28. C’est dans son cœur, au sein de cet attribut sans réalité, que l’homme voit [une distinction entre] l’Esprit et l’objet sensible, et qu’il saisit le principe [de la personnalité] qui est différent de l’un et de l’autre ; sans le cœur il ne verrait pas cette distinction.

29. En général il faut une cause accidentelle, comme la présence [d’un miroir ou] de l’eau, pour que l’homme se distingue lui-même de son image ; cela ne peut avoir lieu autrement.

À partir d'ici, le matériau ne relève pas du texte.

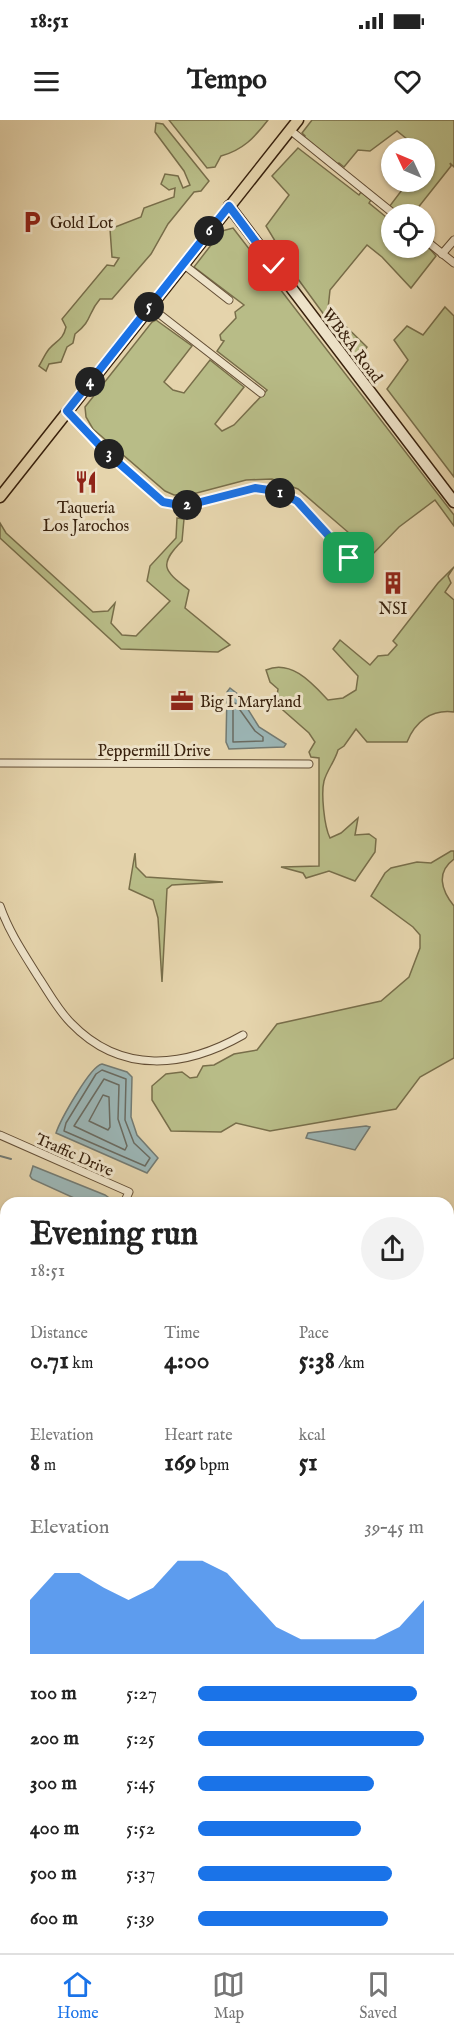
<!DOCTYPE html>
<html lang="en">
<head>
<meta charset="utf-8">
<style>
	:root { --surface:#fff; --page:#f2f2f2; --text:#222; --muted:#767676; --line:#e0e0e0; --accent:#1a73e8 }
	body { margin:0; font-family:"IM FELL English",serif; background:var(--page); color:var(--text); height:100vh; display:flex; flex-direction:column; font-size:22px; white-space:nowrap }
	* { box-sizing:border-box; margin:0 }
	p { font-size:20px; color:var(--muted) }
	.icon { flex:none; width:33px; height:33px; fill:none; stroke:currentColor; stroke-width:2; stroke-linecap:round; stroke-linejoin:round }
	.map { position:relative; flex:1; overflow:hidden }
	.sheet { position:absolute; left:0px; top:1077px; width:454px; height:756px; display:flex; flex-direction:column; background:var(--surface); border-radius:18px 18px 0 0; box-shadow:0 2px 4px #0004 }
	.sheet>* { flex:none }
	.needle { width:39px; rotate:314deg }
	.fabs { position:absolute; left:381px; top:18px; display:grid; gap:12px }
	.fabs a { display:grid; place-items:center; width:54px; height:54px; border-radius:50%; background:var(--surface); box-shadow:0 2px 4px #0004; font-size:30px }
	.pin { position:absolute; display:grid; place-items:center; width:51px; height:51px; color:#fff; margin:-26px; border-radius:12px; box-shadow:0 3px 9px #0006 }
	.km { position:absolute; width:30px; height:30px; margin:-15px; border-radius:50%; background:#222; color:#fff; font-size:16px; line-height:30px; text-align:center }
	.round { display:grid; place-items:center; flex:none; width:63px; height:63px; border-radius:32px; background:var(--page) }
	.summary { display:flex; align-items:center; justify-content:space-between; height:102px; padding:0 30px }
	h1 { font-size:33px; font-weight:700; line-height:45px }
	.stats { display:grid; grid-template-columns:repeat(3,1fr); gap:9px; height:102px; padding:6px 30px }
	.stats div { display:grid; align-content:center }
	.stats b { font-size:26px; font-weight:700 }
	.stats small { font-size:16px; font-weight:400 }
	.stats p { font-size:16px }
	.chart { height:168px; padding:12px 30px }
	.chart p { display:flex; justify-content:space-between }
	.chart svg { width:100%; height:108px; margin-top:6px; fill:var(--accent); opacity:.7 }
	ul { padding:0 30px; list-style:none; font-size:20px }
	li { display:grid; grid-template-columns:96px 72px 1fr; align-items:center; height:45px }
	li i { height:15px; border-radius:8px; background:var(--accent) }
	.status { display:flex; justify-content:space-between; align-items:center; height:42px; padding:0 30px; background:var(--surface); direction:ltr }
	.status svg { height:16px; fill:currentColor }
	header { display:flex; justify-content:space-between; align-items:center; height:78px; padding:0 30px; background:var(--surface); font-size:27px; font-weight:700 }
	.tab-bar { display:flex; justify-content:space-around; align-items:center; height:84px; border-top:2px solid var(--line); background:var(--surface); font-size:16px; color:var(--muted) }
	.tab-bar a { display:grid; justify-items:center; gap:3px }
	.tab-bar .selected { color:var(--accent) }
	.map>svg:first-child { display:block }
</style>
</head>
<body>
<div class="status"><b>18:51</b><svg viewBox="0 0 49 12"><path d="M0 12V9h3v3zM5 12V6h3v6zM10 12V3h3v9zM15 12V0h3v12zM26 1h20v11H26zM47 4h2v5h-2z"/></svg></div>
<header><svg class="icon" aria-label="menu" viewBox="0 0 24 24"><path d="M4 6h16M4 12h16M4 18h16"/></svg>Tempo<svg class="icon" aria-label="heart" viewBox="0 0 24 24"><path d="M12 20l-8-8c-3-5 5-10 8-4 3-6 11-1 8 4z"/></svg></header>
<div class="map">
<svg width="454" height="1833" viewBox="0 0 454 1833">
	<rect width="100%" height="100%" fill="#e5d4ac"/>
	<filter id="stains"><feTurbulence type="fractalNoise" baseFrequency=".00333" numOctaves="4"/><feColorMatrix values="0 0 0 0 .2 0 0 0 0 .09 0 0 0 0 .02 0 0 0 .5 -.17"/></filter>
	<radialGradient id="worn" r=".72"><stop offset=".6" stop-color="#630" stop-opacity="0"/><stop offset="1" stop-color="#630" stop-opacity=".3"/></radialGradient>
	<g fill="#b8bc87" stroke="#786e4a" stroke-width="1.5">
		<path d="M169,0H268C254,18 243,30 221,36L215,47L207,48Z"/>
		<polygon points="312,0 454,0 454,47 450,43 451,46 413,94 399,94 389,87 408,62 424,62 425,40 427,37 424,28 418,28 397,11 370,31 358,30 344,47 339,43 336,44 304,18 305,16 302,13"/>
		<path d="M156,3L163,4L209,61L201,71L194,72L168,104L151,134L112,179H100C87,194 93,200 75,214L73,223L67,227L61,242L49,244L46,251L39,246C42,241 45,234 49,229C57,220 63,220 66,207L62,199L107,145L114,146L119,138L112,137L110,109L141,97L144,88L174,77L175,68L169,70L161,64L165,54L178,56L183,68L190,65L184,51L155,12Z"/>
		<polygon points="298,28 359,75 361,72 371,80 369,83 391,101 392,128 424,128 425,123 436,136 411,168 382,137 367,125 330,170 328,189 367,227 357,240 298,159 266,106 289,75 272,56"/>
		<polygon points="233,108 454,395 454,406 435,380 399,407 371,436 369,424 349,413 298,369 272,359 246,360 189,375 174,375 165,371 93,309 86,297 85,287 152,202 156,200 192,226 164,262 173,270 184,273 210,240 244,267 215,304 222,311 234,305 267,270 217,231 224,221 221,220 220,215 236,198 235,192 244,185 194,147 222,111"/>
		<polygon points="445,187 454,196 454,357 387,269 408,240 394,220 407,206 423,215"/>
		<path d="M177,398L184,399L182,421C157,446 165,451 189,470L185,488L230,525L218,532L121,529L0,418V403L6,413L93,492L108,491L115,483L111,503L122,515L136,516L170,481L147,461L150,446L176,418Z"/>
		<path d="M454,447L448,456L451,463L445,472L454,480V592C431,589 415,602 407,622H367L356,609L344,626L338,630C335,641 327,650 324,661C321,673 324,706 330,718L341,713L358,698L355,715L369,714L376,719L375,732L355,761L329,751L306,758L303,753L281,747L319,746V638L311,637L309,632L315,622L309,613L276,584L278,569L270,562L266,550C291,539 312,563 328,580L343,578L356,570L358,556L333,529L340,520L370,545L378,536L388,535L397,525L393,521L438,463Z"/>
		<path d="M451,731H454V739C436,752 441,770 454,786V938L420,957L396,989L270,1011L236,1003L221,1012L171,1011L152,980V966L166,954L182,952L190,958L197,957L203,946L214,945L234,934L257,930L277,904L381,881L409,857L420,828V815L413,807L371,776L385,753L391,748L417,742L431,743Z"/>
		<polygon points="135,733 136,747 146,757 223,762 172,765 167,769 162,862 158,798 153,780 129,769"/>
		<polygon points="0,1233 6,1238 5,1317 0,1310"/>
		<polygon points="13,1827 103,1827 101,1833 16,1833"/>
	</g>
	<g fill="#9bb5b5" stroke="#737a72" stroke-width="1.5">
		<polygon points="230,568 239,575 259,607 286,624 284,627 229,629 226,622 227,572"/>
		<path d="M102,944L127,952L132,957L131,997L137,1015L158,1038L147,1053L56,1013C60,1001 90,946 102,944Z"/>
		<polygon points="366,1006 370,1007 355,1030 306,1018 308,1013"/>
		<polygon points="33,1046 105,1075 112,1080 111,1083 85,1083 32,1059 30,1056"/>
	</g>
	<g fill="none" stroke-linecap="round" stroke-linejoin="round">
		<g stroke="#6a6b61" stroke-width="1.5">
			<polygon points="235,583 255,611 263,617 263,621 233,622 233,586"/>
			<polygon points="102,950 126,959 125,1000 134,1023 150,1038 145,1046 64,1011 66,1003 96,954"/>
			<polygon points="104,959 119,965 118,999 127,1026 125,1030 74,1006"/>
			<polygon points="103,975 109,977 110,1007 108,1010 89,1001"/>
		</g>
		<polyline stroke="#737a72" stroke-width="2" points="0,1036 11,1039"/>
		<g stroke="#634e35" stroke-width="9">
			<g id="street">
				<polyline points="290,10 394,94"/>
				<polyline points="424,119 454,143"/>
				<polyline points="442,134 454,120"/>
				<polyline points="183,144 229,180"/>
				<polyline points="149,186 261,273"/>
				<polyline points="67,291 104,330 163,382 185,386 255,368 276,371 297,381 349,438"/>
				<polyline points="0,643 309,644"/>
				<path d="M0,786C9,812 24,834 39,858C49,873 58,890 71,903C121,955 185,948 243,915"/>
				<polyline points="0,1015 129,1072 124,1083"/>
				<polyline points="0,1179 6,1181"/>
				<polyline points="344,1833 345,1827"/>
			</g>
		</g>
		<g stroke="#38210d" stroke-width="13">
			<g id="secondary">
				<polyline points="229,86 454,382"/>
				<polyline points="448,1321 454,1317"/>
				<polyline points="0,1724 6,1719"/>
			</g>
		</g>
		<g stroke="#38210d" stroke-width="13">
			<polyline id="primary" points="0,377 298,0"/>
		</g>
		<g stroke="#38210d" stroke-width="16">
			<g id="highway">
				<polyline points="448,1153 454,1144"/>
				<polyline points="448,1205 454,1195"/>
				<polyline points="267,1833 269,1827"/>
				<polyline points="279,1833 280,1827"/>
				<polyline points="303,1833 304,1827"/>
			</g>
		</g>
		<use href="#street" stroke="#eee3c9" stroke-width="7"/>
		<use href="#secondary" stroke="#eee3c9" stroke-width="10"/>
		<use href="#primary" stroke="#e5d4ac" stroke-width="10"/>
		<use href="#highway" stroke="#e5d4ac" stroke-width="14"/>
	</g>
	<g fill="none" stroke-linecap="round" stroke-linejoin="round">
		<g stroke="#fff" stroke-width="12">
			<polyline id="route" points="274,146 229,86 67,291 104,330 163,382 185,386 255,368 276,371 297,381 349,438"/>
		</g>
		<use href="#route" stroke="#1a73e8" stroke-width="8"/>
	</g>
	<defs>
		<g id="parking-bare" transform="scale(1.8)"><path d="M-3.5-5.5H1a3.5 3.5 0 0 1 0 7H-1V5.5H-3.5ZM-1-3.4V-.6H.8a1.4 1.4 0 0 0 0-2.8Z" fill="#8f2418" stroke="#eee3c9" stroke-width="2.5" paint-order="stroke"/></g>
		<g id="restaurant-bare" transform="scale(1.8)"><path d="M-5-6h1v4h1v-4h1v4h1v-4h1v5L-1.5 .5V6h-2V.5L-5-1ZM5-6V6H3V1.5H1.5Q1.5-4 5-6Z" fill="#8f2418" stroke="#eee3c9" stroke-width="2.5" paint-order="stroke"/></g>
		<g id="building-bare" transform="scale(1.8)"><path d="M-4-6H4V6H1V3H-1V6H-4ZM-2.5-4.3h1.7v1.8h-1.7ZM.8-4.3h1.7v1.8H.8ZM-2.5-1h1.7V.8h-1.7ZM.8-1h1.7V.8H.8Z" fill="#8f2418" stroke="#eee3c9" stroke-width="2.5" paint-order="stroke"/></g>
		<g id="office-bare" transform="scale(1.8)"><path d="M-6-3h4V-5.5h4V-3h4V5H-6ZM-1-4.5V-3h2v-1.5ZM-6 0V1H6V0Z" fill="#8f2418" stroke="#eee3c9" stroke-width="2.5" paint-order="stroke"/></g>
	</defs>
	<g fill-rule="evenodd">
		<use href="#parking-bare" x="32" y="102"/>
		<use href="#restaurant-bare" x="86" y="362"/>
		<use href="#building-bare" x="393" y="463"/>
		<use href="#office-bare" x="182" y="581"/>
	</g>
	<g text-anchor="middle" stroke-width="6" stroke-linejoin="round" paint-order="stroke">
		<g font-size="16" fill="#38210d" stroke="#eee3c9" text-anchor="start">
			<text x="50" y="108">Gold Lot</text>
			<text x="86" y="393" text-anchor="middle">Taqueria<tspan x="86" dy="18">Los Jarochos</tspan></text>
			<text x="393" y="494" text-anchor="middle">NSI</text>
			<text x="200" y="587">Big I Maryland</text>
		</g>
		<g font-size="16" fill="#38210d" stroke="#eee3c9">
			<text transform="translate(353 225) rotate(53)" y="6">WB&amp;A Road</text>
			<text x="154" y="636">Peppermill Drive</text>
			<text transform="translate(75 1034) rotate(24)" y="6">Traffic Drive</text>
		</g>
	</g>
	<rect width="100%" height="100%" filter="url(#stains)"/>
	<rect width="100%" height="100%" fill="url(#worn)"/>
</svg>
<div class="fabs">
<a><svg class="needle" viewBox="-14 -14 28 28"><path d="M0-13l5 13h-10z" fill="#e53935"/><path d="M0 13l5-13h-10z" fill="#767676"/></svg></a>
<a><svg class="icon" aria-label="locate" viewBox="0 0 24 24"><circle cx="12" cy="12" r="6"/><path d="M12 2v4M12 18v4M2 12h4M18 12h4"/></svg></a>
</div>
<div class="pin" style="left:349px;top:438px;background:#1e9e55"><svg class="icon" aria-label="arrive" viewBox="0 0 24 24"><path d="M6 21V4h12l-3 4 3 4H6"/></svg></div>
<div class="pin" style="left:274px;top:146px;background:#d93025"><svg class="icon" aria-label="check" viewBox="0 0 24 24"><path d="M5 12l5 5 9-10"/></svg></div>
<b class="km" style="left:280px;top:373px">1</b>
<b class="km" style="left:187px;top:385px">2</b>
<b class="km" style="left:109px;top:334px">3</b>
<b class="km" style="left:90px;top:262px">4</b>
<b class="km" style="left:149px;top:187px">5</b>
<b class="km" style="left:209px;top:111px">6</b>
<section class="sheet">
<div class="summary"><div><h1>Evening run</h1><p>18:51</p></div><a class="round"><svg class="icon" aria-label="share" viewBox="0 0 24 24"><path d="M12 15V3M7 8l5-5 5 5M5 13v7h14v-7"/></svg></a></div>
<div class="stats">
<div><p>Distance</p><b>0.71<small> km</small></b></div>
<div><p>Time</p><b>4:00</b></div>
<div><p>Pace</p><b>5:38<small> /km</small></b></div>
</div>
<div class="stats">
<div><p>Elevation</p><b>8<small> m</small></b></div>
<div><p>Heart rate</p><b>169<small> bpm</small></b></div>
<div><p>kcal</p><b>51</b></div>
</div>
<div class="chart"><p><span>Elevation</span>39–45 m</p>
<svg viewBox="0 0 160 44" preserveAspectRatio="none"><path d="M0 44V22L10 11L20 11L30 17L40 22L50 17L60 6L70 6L80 11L90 22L100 33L110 38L120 38L130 38L140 38L150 33L160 22V44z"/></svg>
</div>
<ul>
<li><b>100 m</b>5:27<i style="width:97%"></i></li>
<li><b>200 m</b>5:25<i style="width:100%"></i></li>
<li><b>300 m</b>5:45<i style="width:78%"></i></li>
<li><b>400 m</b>5:52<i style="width:72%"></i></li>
<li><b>500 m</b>5:37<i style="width:86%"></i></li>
<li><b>600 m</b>5:39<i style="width:84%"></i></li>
</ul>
</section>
</div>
<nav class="tab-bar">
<a class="selected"><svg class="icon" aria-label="home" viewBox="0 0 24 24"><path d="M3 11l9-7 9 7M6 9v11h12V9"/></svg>Home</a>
<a><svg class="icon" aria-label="map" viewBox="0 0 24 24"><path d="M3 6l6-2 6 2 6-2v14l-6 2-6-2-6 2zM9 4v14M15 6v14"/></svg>Map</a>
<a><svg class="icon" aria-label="saved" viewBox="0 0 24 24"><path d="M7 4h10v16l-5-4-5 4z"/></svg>Saved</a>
</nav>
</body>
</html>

30. Chez les hommes qui ne songent qu’aux objets, le cœur distrait par les sens qu’entraînent les choses extérieures, enlève à l’intelligence la faculté qu’elle a de connaître, comme le gazon pompe l’eau de l’étang [au bord duquel il croît].

31. La perte de la mémoire suit celle de l’intelligence, et la perte de la science, celle de la mémoire ; quant à la perte de la science, les sages l’ont dit, c’est l’anéantissement de l’âme par elle-même.

32. Non, il n’y a pas au monde pour l’homme d’anéantissement plus réel que cet oubli de soi-même qui porte l’âme à trouver hors d’elle quelque chose de plus précieux qu’elle-même.

33. La préoccupation passionnée que produit le mouvement qui entraîne les sens vers les objets, est l’anéantissement complet de l’homme ; il perd ainsi la science divine et humaine qui seule assure sa supériorité.

34. Que celui qui veut traverser les épaisses ténèbres [du monde] ne s’attache jamais à ce qui peut détruire pour toujours le devoir, la fortune, le plaisir et le salut.

35. Parmi ces quatre objets mêmes, le salut est le seul que son caractère de durée rende digne d’être recherché ; car les trois autres biens que l’homme désire sont toujours accompagnés de la crainte qu’inspire le Temps.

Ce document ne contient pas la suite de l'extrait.